* [Exercise instructions] The answer must consist of every line in the records below that contains the string "Home".

(Working data begins)

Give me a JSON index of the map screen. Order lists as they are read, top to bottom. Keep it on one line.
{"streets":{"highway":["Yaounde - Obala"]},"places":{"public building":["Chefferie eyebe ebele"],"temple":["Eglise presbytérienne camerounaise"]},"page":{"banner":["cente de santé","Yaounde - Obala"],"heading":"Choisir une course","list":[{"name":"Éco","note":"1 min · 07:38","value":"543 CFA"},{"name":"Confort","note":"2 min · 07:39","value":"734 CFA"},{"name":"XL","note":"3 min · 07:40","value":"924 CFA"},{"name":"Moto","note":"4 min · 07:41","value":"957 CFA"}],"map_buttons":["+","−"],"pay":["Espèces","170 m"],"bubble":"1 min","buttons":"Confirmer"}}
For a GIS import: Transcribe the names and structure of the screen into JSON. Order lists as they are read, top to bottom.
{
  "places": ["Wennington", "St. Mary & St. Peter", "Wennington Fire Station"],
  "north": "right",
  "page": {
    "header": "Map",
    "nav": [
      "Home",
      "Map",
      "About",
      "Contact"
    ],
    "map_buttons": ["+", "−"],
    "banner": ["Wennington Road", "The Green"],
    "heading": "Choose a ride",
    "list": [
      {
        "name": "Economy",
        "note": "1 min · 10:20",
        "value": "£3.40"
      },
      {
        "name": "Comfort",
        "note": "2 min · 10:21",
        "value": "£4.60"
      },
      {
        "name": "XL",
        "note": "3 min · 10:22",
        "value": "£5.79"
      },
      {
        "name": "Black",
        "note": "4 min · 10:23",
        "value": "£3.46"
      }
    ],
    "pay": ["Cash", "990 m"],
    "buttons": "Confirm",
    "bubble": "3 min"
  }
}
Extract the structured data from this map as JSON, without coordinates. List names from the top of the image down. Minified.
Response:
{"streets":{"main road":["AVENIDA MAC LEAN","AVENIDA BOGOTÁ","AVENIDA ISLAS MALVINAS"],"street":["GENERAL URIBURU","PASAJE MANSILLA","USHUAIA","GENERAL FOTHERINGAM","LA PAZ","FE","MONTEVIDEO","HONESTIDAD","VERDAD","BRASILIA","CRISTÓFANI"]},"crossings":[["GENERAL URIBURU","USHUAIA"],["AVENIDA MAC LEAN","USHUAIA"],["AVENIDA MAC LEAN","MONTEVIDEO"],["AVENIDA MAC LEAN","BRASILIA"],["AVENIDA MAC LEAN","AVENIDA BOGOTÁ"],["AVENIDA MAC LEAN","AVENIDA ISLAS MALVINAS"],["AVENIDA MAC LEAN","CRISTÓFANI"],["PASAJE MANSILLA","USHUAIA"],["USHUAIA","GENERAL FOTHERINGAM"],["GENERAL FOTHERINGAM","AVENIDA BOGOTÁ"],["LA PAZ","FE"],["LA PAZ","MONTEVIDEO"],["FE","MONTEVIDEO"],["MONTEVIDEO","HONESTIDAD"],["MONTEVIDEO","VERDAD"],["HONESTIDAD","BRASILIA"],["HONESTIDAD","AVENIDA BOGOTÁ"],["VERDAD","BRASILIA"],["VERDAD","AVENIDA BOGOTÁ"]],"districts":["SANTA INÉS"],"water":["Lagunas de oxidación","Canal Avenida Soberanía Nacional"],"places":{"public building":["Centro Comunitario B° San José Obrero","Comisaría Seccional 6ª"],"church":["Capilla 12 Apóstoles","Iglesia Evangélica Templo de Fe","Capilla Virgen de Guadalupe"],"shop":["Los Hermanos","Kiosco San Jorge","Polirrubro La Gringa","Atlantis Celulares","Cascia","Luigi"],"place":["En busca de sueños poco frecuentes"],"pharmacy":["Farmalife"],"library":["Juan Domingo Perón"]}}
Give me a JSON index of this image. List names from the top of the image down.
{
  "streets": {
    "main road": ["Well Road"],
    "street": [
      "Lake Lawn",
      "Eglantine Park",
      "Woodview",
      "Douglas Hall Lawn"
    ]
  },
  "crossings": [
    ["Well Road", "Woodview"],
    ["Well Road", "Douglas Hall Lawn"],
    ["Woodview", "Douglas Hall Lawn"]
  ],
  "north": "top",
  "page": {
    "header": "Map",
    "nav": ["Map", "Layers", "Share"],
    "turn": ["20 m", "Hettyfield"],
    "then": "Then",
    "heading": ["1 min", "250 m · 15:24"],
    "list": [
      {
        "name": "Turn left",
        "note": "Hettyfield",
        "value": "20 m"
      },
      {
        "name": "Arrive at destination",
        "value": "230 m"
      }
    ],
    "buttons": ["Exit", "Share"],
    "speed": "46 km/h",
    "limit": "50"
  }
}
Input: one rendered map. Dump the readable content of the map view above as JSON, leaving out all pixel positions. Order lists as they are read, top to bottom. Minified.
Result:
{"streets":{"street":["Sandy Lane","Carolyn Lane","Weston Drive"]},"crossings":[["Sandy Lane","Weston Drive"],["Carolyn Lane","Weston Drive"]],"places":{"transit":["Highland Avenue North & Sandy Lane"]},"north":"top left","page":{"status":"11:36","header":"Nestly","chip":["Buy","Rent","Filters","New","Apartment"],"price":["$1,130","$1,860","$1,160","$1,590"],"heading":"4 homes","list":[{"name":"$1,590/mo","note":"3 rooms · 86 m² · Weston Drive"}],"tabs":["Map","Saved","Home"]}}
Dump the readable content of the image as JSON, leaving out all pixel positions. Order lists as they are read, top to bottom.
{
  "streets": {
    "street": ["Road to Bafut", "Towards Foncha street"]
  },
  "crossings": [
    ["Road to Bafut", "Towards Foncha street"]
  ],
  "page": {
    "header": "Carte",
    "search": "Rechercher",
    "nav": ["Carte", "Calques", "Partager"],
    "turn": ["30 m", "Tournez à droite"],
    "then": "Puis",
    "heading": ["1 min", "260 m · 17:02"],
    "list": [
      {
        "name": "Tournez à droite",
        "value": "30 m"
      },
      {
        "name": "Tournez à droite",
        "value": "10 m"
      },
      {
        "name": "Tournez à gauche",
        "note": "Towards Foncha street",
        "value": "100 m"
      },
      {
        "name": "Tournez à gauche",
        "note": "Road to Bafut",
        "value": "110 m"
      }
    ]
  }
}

(Working data ends)

* [Task output]
      "Home",
{"streets":{"street":["Sandy Lane","Carolyn Lane","Weston Drive"]},"crossings":[["Sandy Lane","Weston Drive"],["Carolyn Lane","Weston Drive"]],"places":{"transit":["Highland Avenue North & Sandy Lane"]},"north":"top left","page":{"status":"11:36","header":"Nestly","chip":["Buy","Rent","Filters","New","Apartment"],"price":["$1,130","$1,860","$1,160","$1,590"],"heading":"4 homes","list":[{"name":"$1,590/mo","note":"3 rooms · 86 m² · Weston Drive"}],"tabs":["Map","Saved","Home"]}}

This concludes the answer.